Retail trading is doable... absolutely. You need an edge (usually more than one), of course...like any business.... But what you need more than your edge are intangibles. Stuff related to life in general, which of course includes trading because it is part of life, if one so chooses.
Patience to wait for the edge to materialize. Perseverance to carry on, staying the course however long it takes. Wisdom/discernment understanding market context related to edge.
Truthfulness with yourself. Is this really your edge or just almost out of time and you need/want trades. If you don't trade today.... Are you a trader? Traders trade, right?
Decisiveness and moderation will net more profits consistently than greed and haste.
Process. Having a process where the intangibles are trained into you will be your Holy Grail.
Terrific post @Blash, I think many of us are constantly feeling this self-imposed pressure to place winning trades every moment we're in the market and its just becoming more and more apparent to me that at the particular stage I'm at, selectivity, patience, and discipline are proving more beneficial.
I know it will sound like boring rhetoric with no substance to some but it really has made a critical difference in my trading performance. It just doesn't feel like I'm a trader yet because I spend so much time not in any trade.
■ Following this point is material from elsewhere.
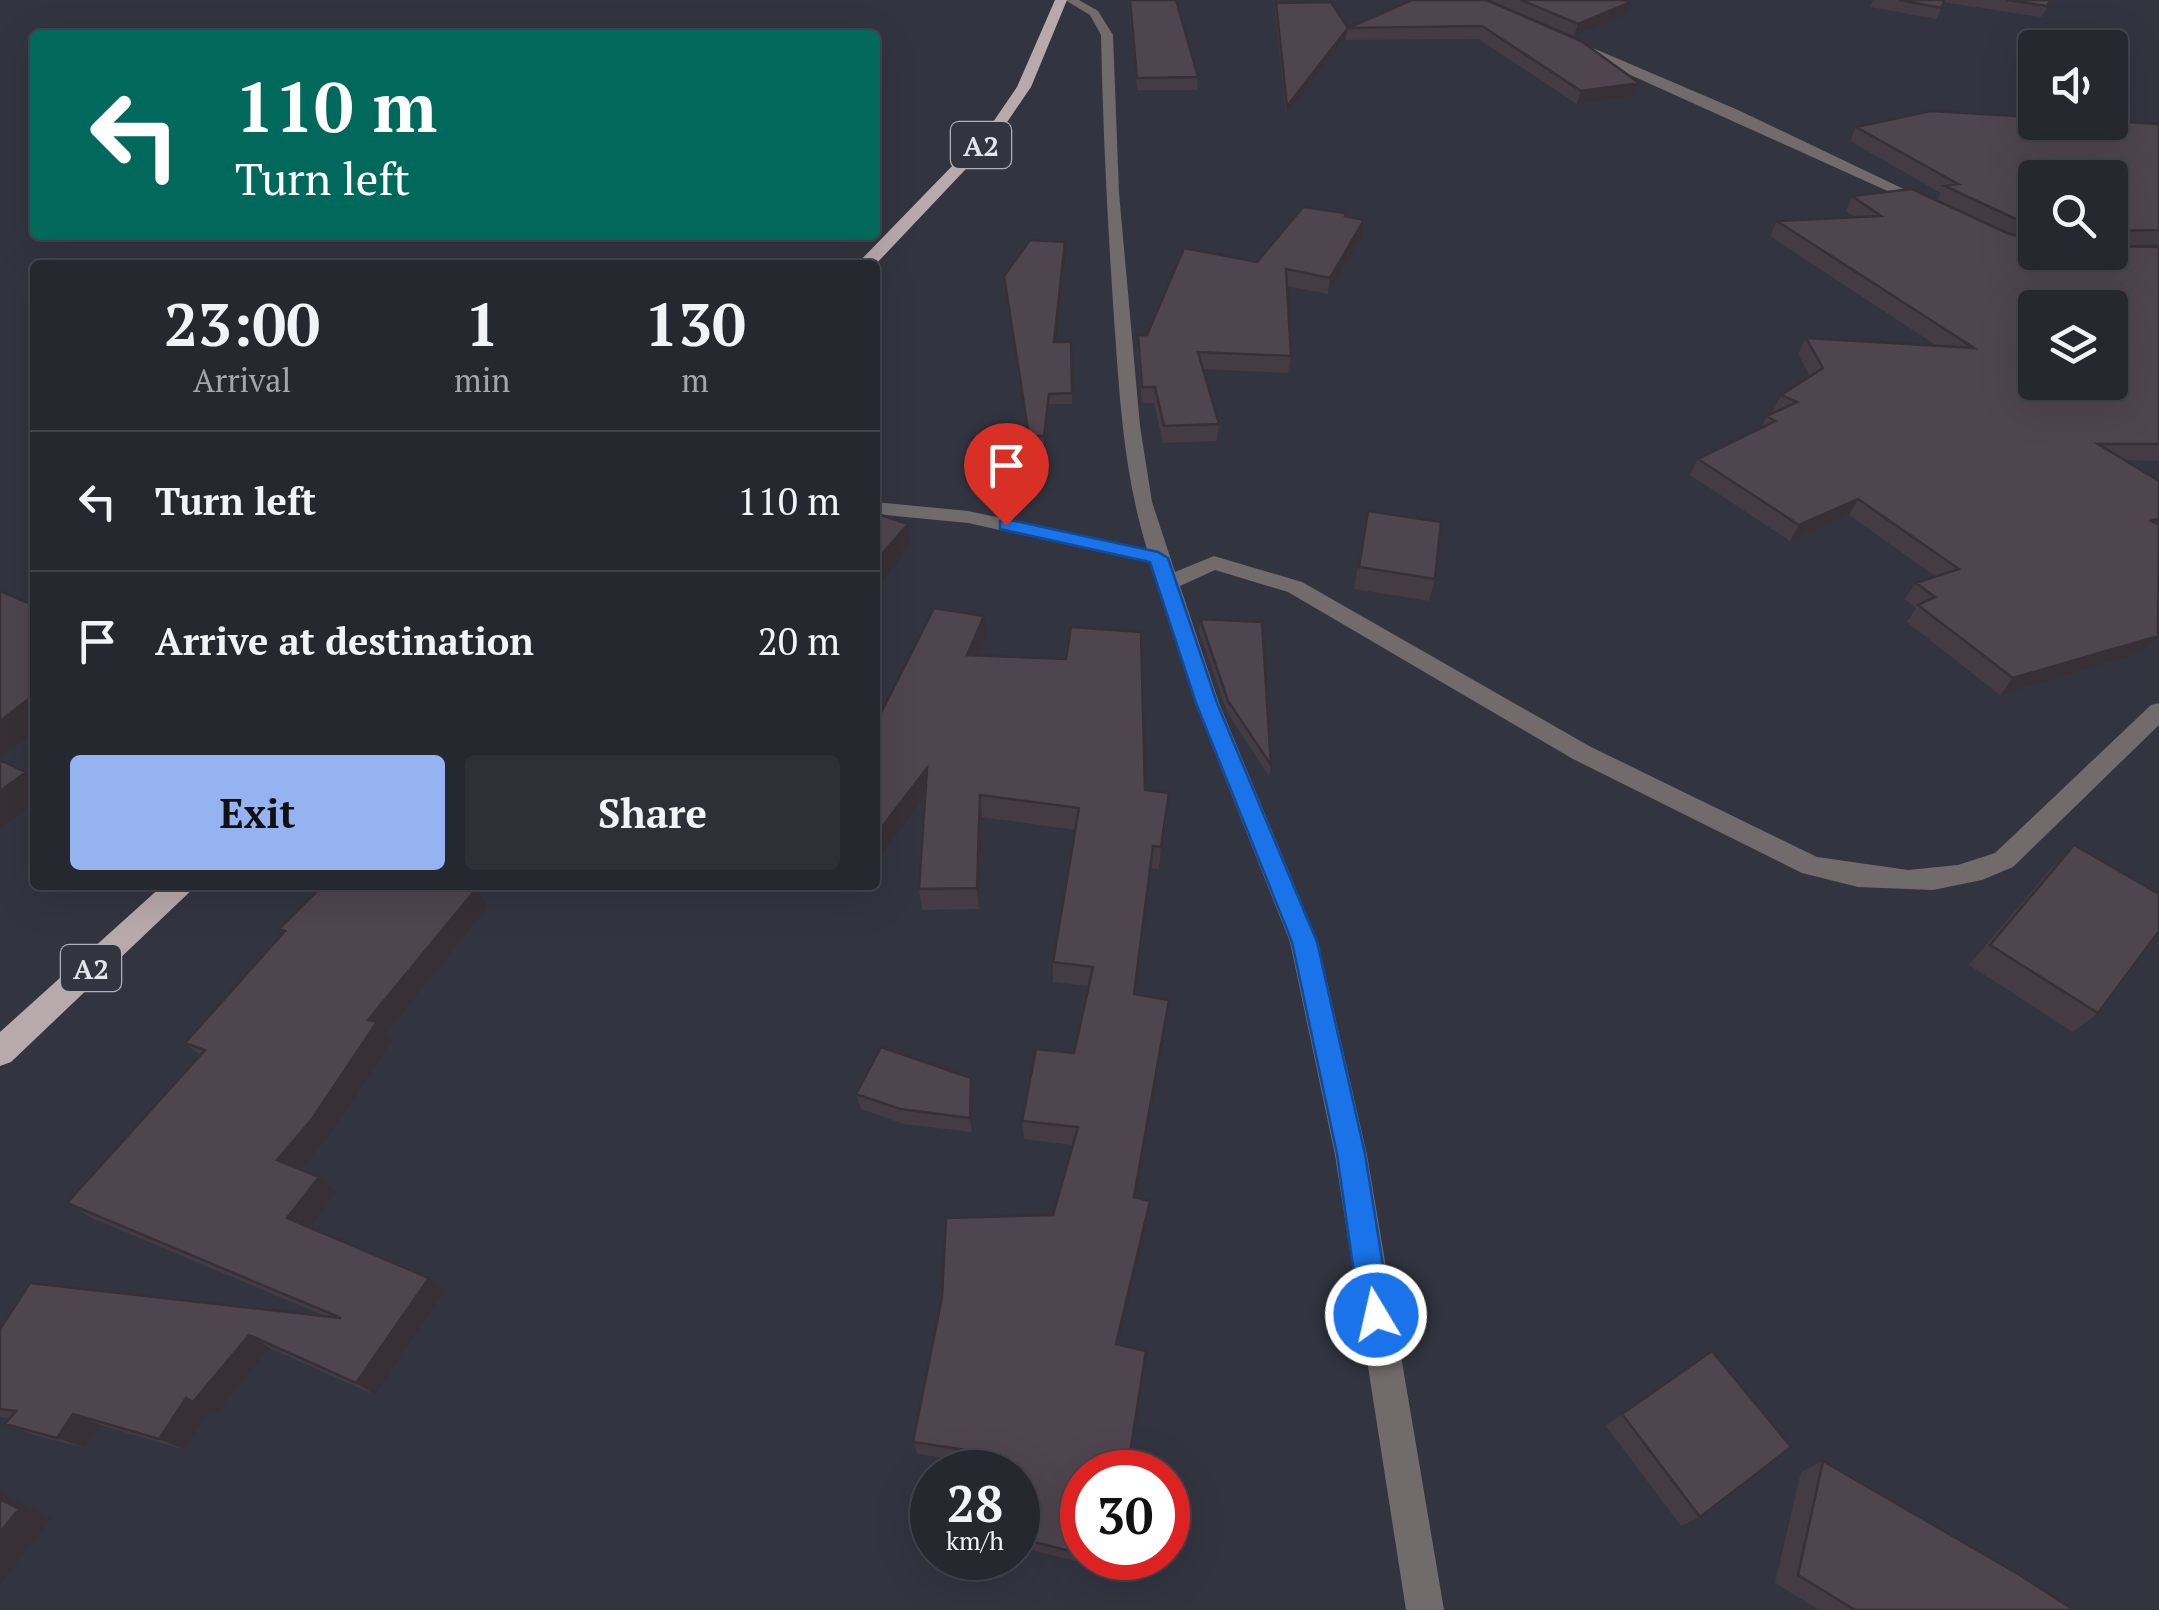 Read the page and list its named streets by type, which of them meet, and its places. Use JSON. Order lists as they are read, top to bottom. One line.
{"streets":{"highway":["A2"]},"page":{"turn":["110 m","Turn left"],"eta":["23:00","Arrival","1","min","130","m"],"list":[{"name":"Turn left","value":"110 m"},{"name":"Arrive at destination","value":"20 m"}],"buttons":["Exit","Share"],"speed":"28 km/h","limit":"30"}}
But the results are what they are and I just feel like this has been an important realization and step along the path. Everyone has a different style but for mine I think I just need more time and experience to really "get it" and start building more profits, I know I cannot run before I walk or crawl.
Sorry if I derailed us at all, but I just really liked your post, Blash!
Haha, we don't see eye to eye here. I admit I take discretionary trades when I shouldn't and that is bad for my expectancy. However, a good edge is the hardest thing in the world to find because you need to find a balance between number of setups, probabilities, and risk to reward. If that weren't the case mechanical systems or algo trading that is emotionless would be completely destroying human traders. They are at best slightly better than a skilled retail trader.
Just as a novice swordsman with a holy blade cannot cut, a master swordsman with no blade cannot cut either.
I’ll throw in my two cents. I’ve developed a few trading models that are likely to outperform the broad market in both absolute and risk-adjusted return. I trade these models and I share them with my family. I would not sell these models because 1) I don’t want to lose my edge and 2) I don’t want to make money from marketing to struggling traders, I want to make money from trading.
Now as far as daytrading goes, I have failed 100’s of times to write an intraday black box algo that is profitable. The only alternative then becomes discretionary trading. When I reach a point of consistent profitability I will certainly share my methodology for free because I think it is less likely for a discretionary trader to lose their edge due to ‘overcrowding.’
The idea that trading edges are always a big secret never to be disclosed is imo not the reality. Professional traders are just ok to share basic idea's about edges. Lot of them are exploiting known edges like selling insurance, taking on risk others don't like. There is no Holy Grail in the market, the market is too efficient, every edge comes with it own risk profile. A trading operation is to trade and combine multiple of those edges to shape your equity curve that fits your risk profile.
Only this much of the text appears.